● Provided entries:
____

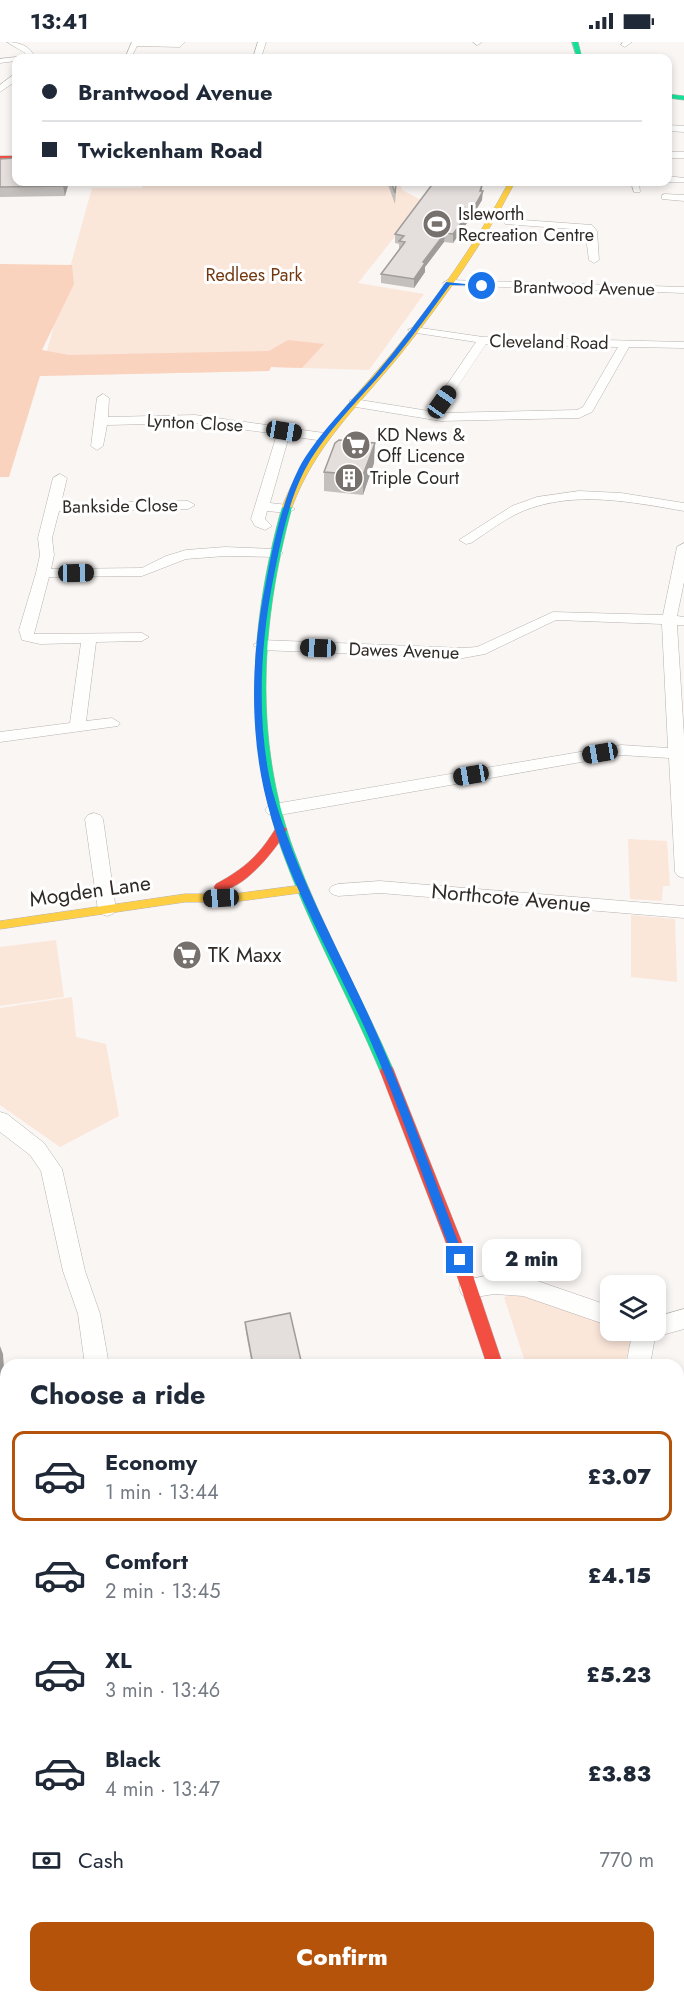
<!DOCTYPE html>
<html lang="en">
<head>
<meta charset="utf-8">
<style>
	:root { --surface:#fff; --page:#f6f6f7; --text:#1f2937; --muted:#747a83; --line:#e0e1e3; --accent:#b45309 }
	body { margin:0; font-family:Jost,sans-serif; background:var(--page); color:var(--text); height:100vh; display:flex; flex-direction:column; font-size:22px; white-space:nowrap }
	* { box-sizing:border-box; margin:0 }
	p { font-size:20px; color:var(--muted) }
	.icon { flex:none; width:33px; height:33px; fill:none; stroke:currentColor; stroke-width:2; stroke-linecap:round; stroke-linejoin:round }
	.map { position:relative; flex:1; overflow:hidden }
	.side { position:absolute; left:0px; top:1317px; width:684px; height:644px; display:flex; flex-direction:column; background:var(--surface); border-radius:18px 18px 0 0; box-shadow:0 3px 9px #0003 }
	.side>* { flex:none }
	.hud { position:absolute; left:12px; top:12px; width:660px; height:132px; border-radius:12px; box-shadow:0 3px 9px #0003; display:grid; align-content:center; height:132px; padding:0 30px; background:var(--surface) }
	.controls { position:absolute; left:600px; top:1233px; display:grid; gap:12px }
	.controls a { display:grid; place-items:center; width:66px; height:66px; border-radius:12px; background:var(--surface); box-shadow:0 3px 9px #0003; font-size:30px }
	.end { position:absolute; width:27px; height:27px; margin:-14px; border:8px solid #1a73e8; background:#fff; box-shadow:0 0 0 3px #fff }
	.from { border-radius:50% }
	.bubble { position:absolute; height:42px; border-radius:12px; background:var(--surface); box-shadow:0 3px 9px #0003; font-size:20px; font-weight:800; line-height:42px; text-align:center }
	.car { position:absolute; width:18px; height:36px; margin:-18px -9px; border-radius:8px; box-shadow:0 0 4px 2px #0007; background:linear-gradient(#222 24%,#8ab4d8 0 40%,#222 0 76%,#8ab4d8 0 86%,#222 0) }
	.hud b { display:flex; align-items:center; gap:21px; height:57px; font-size:22px }
	.hud b+b { border-top:2px solid var(--line) }
	.hud i { width:15px; height:15px; background:var(--text) }
	ul { padding:0; list-style:none }
	li { display:flex; align-items:center; gap:18px; height:90px; margin:0 12px 9px; padding:0 18px; border:3px solid transparent; border-radius:12px }
	li div { flex:1 }
	li b { display:block; font-size:22px }
	li em { font-style:normal; font-weight:800 }
	li.active { border-color:var(--accent) }
	li>.icon { width:54px; height:54px; stroke-width:1.5 }
	h2 { padding:0 30px; font-size:27px; line-height:72px }
	.pay { display:flex; align-items:center; gap:15px; height:66px; padding:0 30px; font-size:22px }
	.pay p { margin-inline-start:auto }
	.action { display:flex; gap:12px; margin-top:auto; padding:12px 30px }
	.action a { flex:1; height:69px; border-radius:12px; background:var(--accent); color:#fff; font-size:24px; font-weight:800; line-height:69px; text-align:center }
	.status { display:flex; justify-content:space-between; align-items:center; height:42px; padding:0 30px; background:var(--surface); direction:ltr }
	.status svg { height:16px; fill:currentColor }
	.map>svg:first-child { display:block }
</style>
</head>
<body>
<div class="status"><b>13:41</b><svg viewBox="0 0 49 12"><path d="M0 12V9h3v3zM5 12V6h3v6zM10 12V3h3v9zM15 12V0h3v12zM26 1h20v11H26zM47 4h2v5h-2z"/></svg></div>
<div class="map">
<svg width="684" height="1960" viewBox="0 0 684 1960">
	<rect width="100%" height="100%" fill="#faf6f4"/>
	<!-- green -->
	<path fill="#fbe6da" d="M144,140H370L372,144H401L402,148L423,159L358,241L424,252L369,328L271,325L269,329L40,334L92,146H142Z
		M628,797L667,799L670,844H663L662,859L630,857Z
		M631,873L675,877L677,940L631,935Z
		M56,898L64,955L0,964V905Z
		M72,955L76,995L106,1002L119,1074L60,1105L0,1063V966Z
		M527,1249L610,1282V1288L626,1289L633,1292L624,1323H526L504,1255Z
		M684,1481V1611L678,1612V1483Z"/>
	<!-- forest -->
	<path fill="#f9d3be" d="M0,222L72,223L74,242L42,308L69,313L269,309L288,298L324,302L302,326L271,325L269,329L40,334L9,435H0Z"/>
	<g fill="none" stroke-linecap="round" stroke-linejoin="round">
		<!-- stream -->
		<path stroke="#c6defc" stroke-width="8" d="M678,1593H684
			M312,1960L315,1954"/>
		<!-- street casing -->
		<g stroke="#b7b2af" stroke-width="1">
			<path id="street" d="M7,0C19,0 31,4 35,16H27L25,11Z
				M132,0H185L180,5L137,4L132,14H126Z
				M258,0H266L261,16H253Z
				M473,0H481V1L477,3Z
				M623,0H632L625,5L621,3Z
				M16,15L20,16H16V19L0,21V17Z
				M13,33H16V39L0,50V43Z
				M668,83L684,84V90L668,89Z
				M668,110H684V116H668Z
				M668,134L684,136V140H667Z
				M631,140H639L640,150H634Z
				M665,152L684,153V159L662,157V153Z
				M509,177L592,183L597,189L599,218L594,221L589,218L585,188L505,182V178Z
				M448,238L684,245V251L444,243L443,241Z
				M414,285L483,295L684,300V306L629,305L592,370L579,376L441,379L350,364V358L354,357L429,369L476,300L410,290L408,288ZM486,302L618,305L583,365L577,368L440,371Z
				M103,352L109,356L108,375L195,373L324,391L330,395L324,399L289,394L270,461L288,463L295,467L288,471L267,469L265,477L272,484L265,488L255,484L251,477L277,392L195,381L107,383L103,404L97,408L91,404L97,356Z
				M60,432L67,436L61,461L188,459L195,463L188,467L59,469L52,496L54,513L51,527L142,526L166,514L186,508L225,505L276,507L283,511L276,515L225,514L186,517L142,534L49,535L34,592L142,591L149,595L142,599L96,600L86,679L112,676L120,681L118,684L0,700V690L70,681L81,601L40,602L22,598L19,588L36,531L40,513L38,496L53,436Z
				M579,449L621,451L684,461V469C631,460 575,448 523,469C504,477 488,490 471,501L466,502L459,498L512,464L537,455Z
				M684,501V540L677,574L684,575V583H677L684,694V836L678,834L675,830L669,716L621,713L274,774L268,772L265,768L268,764L274,762L621,703L668,706L662,582L556,578L485,612L463,616L261,608L253,603L261,598L463,606L477,605L553,570L663,573L677,505Z
				M94,771L100,773L103,777L116,868L113,872L107,874L101,872L98,868L85,777L88,773Z
				M380,839L684,864V876L380,851L338,854L332,852L329,848L332,844L338,842Z
				M0,1070L7,1072L44,1101L62,1127L85,1229L100,1272L109,1323H85L78,1272L63,1229L41,1129L30,1113L0,1090Z
				M494,1232L523,1234L610,1264V1284L523,1254L494,1252L470,1256L462,1253L459,1246L462,1239Z
				M684,1267V1287L655,1295L650,1323H626L633,1288H656V1275Z
				M6,1720V1748L0,1750V1722Z
				M678,1789L684,1790V1820L678,1819Z
				M46,1954H77L78,1960H46Z"/>
		</g>
		<!-- fast casing -->
		<g stroke="#b7b2af" stroke-width="1">
			<path id="fast" d="M572,0H578L582,16H577Z
				M668,52L684,54V58L668,56Z
				M287,462L292,465C261,579 253,697 294,809C322,885 362,955 394,1029L392,1033H382L380,1029C349,955 309,884 282,809C242,696 250,579 282,465Z"/>
		</g>
		<!-- slow casing -->
		<g stroke="#b7b2af" stroke-width="1">
			<path id="slow" d="M509,140H515C483,202 443,259 399,314C358,364 315,403 292,465L284,467L282,465C307,401 351,361 393,310C437,256 476,201 509,140Z
				M303,843L307,844L309,847L307,850L233,860H185L0,887V879L185,852H233Z"/>
		</g>
		<!-- jam casing -->
		<g stroke="#b7b2af" stroke-width="1">
			<path id="jam" d="M0,114H16V118H0Z
				M281,783L287,787C278,806 239,854 216,848L214,845L216,842C245,826 260,813 277,784Z
				M387,1024L392,1025L394,1029L461,1198L503,1323H487L445,1198L380,1029L382,1025Z
				M552,1954H574L575,1960H553Z"/>
		</g>
		<!-- street -->
		<use href="#street" fill="#fefefd" fill-rule="evenodd"/>
		<!-- fast -->
		<use href="#fast" fill="#16e098" fill-rule="evenodd"/>
		<!-- slow -->
		<use href="#slow" fill="#ffcf43" fill-rule="evenodd"/>
		<!-- jam -->
		<use href="#jam" fill="#f24e42" fill-rule="evenodd"/>
	</g>
	<!-- wall -->
	<path fill="#c4c0bd" d="M0,117L16,140H69L65,154L0,155Z
		M387,140H397L395,162Z
		M482,149V158L476,168L453,201L444,200L425,225V230L414,246L381,241V232L399,207V202L395,201V192Z
		M374,421L363,453L324,449V430Z
		M245,1280L302,1323H252L246,1291Z
		M6,1527V1642L0,1643V1528Z"/>
	<!-- shaded-wall -->
	<path fill="#a09c9a" d="M65,140H69L65,154L63,144Z
		M483,140L481,153L483,149L482,158L476,168L453,201V192L480,149Z
		M445,191L444,200L425,225V230L414,246V237L423,220Z
		M375,401L374,421L363,453V433Z
		M0,1304L3,1312L6,1354V1389L0,1390Z"/>
	<!-- building -->
	<path fill="#e4dfdc" stroke="#a09c9a" stroke-width="1.5" d="M15,116L14,118H16V140H65L63,144L0,145V117Z
		M391,140H396L395,151Z
		M434,140H483L480,149H483L477,160L453,192L445,191L423,220L425,221L414,237L381,232L405,200L399,199L404,194L395,192Z
		M339,398L375,401L363,433L324,430L335,401Z
		M290,1271L302,1323H253L245,1280Z
		M0,1314L5,1377L0,1378Z
		M6,1527V1629L0,1631V1528Z"/>
	<!-- route -->
	<path fill="#1a73e8" d="M446,240L485,244L450,243C430,270 410,299 388,324C361,356 327,388 307,424C289,455 280,503 273,538C260,604 256,685 273,751C297,836 342,912 377,992C410,1066 436,1143 465,1218L460,1222L454,1218C425,1142 400,1065 367,991C332,913 283,833 264,748C249,681 252,607 266,540C273,502 282,460 299,426C314,397 351,359 374,334C399,304 423,272 446,240Z"/>
	<!-- icons -->
	<defs>
		<g id="stadium-disc" transform="scale(1.5)"><circle r="9.5" fill="#77716e" stroke="#fff"/><path d="M0-5a6.5 5 0 1 0 0 10a6.5 5 0 1 0 0-10ZM-3.5-1.8h7v3.6h-7Z" fill="#fff"/></g>
		<g id="supermarket-disc" transform="scale(1.5)"><circle r="9.5" fill="#77716e" stroke="#fff"/><path d="M-6-5.5h2.5l.6 2H6L4.5 2H-2.5L-4.4-4H-6ZM-1.5 3.2a1.3 1.3 0 1 0 .1 0ZM3 3.2a1.3 1.3 0 1 0 .1 0Z" fill="#fff"/></g>
		<g id="building-disc" transform="scale(1.5)"><circle r="9.5" fill="#77716e" stroke="#fff"/><path d="M-4-6H4V6H1V3H-1V6H-4ZM-2.5-4.3h1.7v1.8h-1.7ZM.8-4.3h1.7v1.8H.8ZM-2.5-1h1.7V.8h-1.7ZM.8-1h1.7V.8H.8Z" fill="#fff"/></g>
	</defs>
	<g fill-rule="evenodd">
		<use href="#stadium-disc" x="437" y="182"/>
		<use href="#supermarket-disc" x="356" y="403"/>
		<use href="#building-disc" x="349" y="436"/>
		<use href="#supermarket-disc" x="187" y="913"/>
	</g>
	<g text-anchor="middle" dominant-baseline="central" stroke-width="6" stroke-linejoin="round" paint-order="stroke">
		<!-- far-poi labels -->
		<g font-size="18" fill="#302a26" stroke="#fff" text-anchor="start">
			<text x="458" y="172">Isleworth<tspan x="458" dy="21">Recreation Centre</tspan></text>
			<text x="377" y="393">KD News &amp;<tspan x="377" dy="21">Off Licence</tspan></text>
			<text x="370" y="436">Triple Court</text>
		</g>
		<!-- far-park labels -->
		<g font-size="18" fill="#723810" stroke="#fff">
			<text x="254" y="233">Redlees Park</text>
		</g>
		<!-- far-street labels -->
		<g font-size="18" fill="#302a26" stroke="#fff">
			<text transform="translate(584 246) rotate(1)">Brantwood Avenue</text>
			<text transform="translate(549 300) rotate(1)">Cleveland Road</text>
			<text transform="translate(195 381) rotate(3)">Lynton Close</text>
			<text transform="translate(120 464) rotate(-1)">Bankside Close</text>
			<text transform="translate(404 609) rotate(2)">Dawes Avenue</text>
		</g>
		<!-- street labels -->
		<g font-size="21" fill="#302a26" stroke="#fff">
			<text transform="translate(90 849) rotate(-8)">Mogden Lane</text>
			<text transform="translate(511 856) rotate(5)">Northcote Avenue</text>
		</g>
		<!-- poi labels -->
		<g font-size="21" fill="#302a26" stroke="#fff" text-anchor="start">
			<text x="208" y="913">TK Maxx</text>
		</g>
	</g>
</svg>
<div class="controls">
<a><svg class="icon" aria-label="layers" viewBox="0 0 24 24"><path d="M12 4l9 5-9 5-9-5zM3 14l9 5 9-5"/></svg></a>
</div>
<i class="end from" style="left:482px;top:244px"></i>
<i class="end" style="left:460px;top:1218px"></i>
<div class="bubble" style="left:482px;top:1197px;width:99px">2 min</div>
<i class="car" style="left:442px;top:360px;rotate:35deg"></i>
<i class="car" style="left:284px;top:389px;rotate:99deg"></i>
<i class="car" style="left:76px;top:531px;rotate:89deg"></i>
<i class="car" style="left:318px;top:606px;rotate:272deg"></i>
<i class="car" style="left:600px;top:711px;rotate:260deg"></i>
<i class="car" style="left:471px;top:733px;rotate:260deg"></i>
<i class="car" style="left:221px;top:856px;rotate:267deg"></i>
<div class="hud">
<b><i class="from"></i>Brantwood Avenue</b>
<b><i></i>Twickenham Road</b>
</div>
<section class="side">
<h2>Choose a ride</h2>
<ul>
<li class="active"><svg class="icon" aria-label="car" viewBox="0 0 24 24"><path d="M5 17H2v-5l4-1 3-4h7l3 4 3 1v5h-3M9 17h6M6 11h13"/><circle cx="7" cy="17" r="2"/><circle cx="17" cy="17" r="2"/></svg><div><b>Economy</b><p>1 min · 13:44</p></div><em>£3.07</em></li>
<li><svg class="icon" aria-label="car" viewBox="0 0 24 24"><path d="M5 17H2v-5l4-1 3-4h7l3 4 3 1v5h-3M9 17h6M6 11h13"/><circle cx="7" cy="17" r="2"/><circle cx="17" cy="17" r="2"/></svg><div><b>Comfort</b><p>2 min · 13:45</p></div><em>£4.15</em></li>
<li><svg class="icon" aria-label="car" viewBox="0 0 24 24"><path d="M5 17H2v-5l4-1 3-4h7l3 4 3 1v5h-3M9 17h6M6 11h13"/><circle cx="7" cy="17" r="2"/><circle cx="17" cy="17" r="2"/></svg><div><b>XL</b><p>3 min · 13:46</p></div><em>£5.23</em></li>
<li><svg class="icon" aria-label="car" viewBox="0 0 24 24"><path d="M5 17H2v-5l4-1 3-4h7l3 4 3 1v5h-3M9 17h6M6 11h13"/><circle cx="7" cy="17" r="2"/><circle cx="17" cy="17" r="2"/></svg><div><b>Black</b><p>4 min · 13:47</p></div><em>£3.83</em></li>
</ul>
<div class="pay"><svg class="icon" aria-label="cash" viewBox="0 0 24 24"><path d="M3 7h18v10H3z"/><circle cx="12" cy="12" r="2"/></svg>Cash<p>770 m</p></div>
<div class="action"><a>Confirm</a></div>
</section>
</div>
</body>
</html>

____

● The task:
Gather, from the listing above, every line carrying the word "solid".

● Response to this task:
	.end { position:absolute; width:27px; height:27px; margin:-14px; border:8px solid #1a73e8; background:#fff; box-shadow:0 0 0 3px #fff }
	.hud b+b { border-top:2px solid var(--line) }
	li { display:flex; align-items:center; gap:18px; height:90px; margin:0 12px 9px; padding:0 18px; border:3px solid transparent; border-radius:12px }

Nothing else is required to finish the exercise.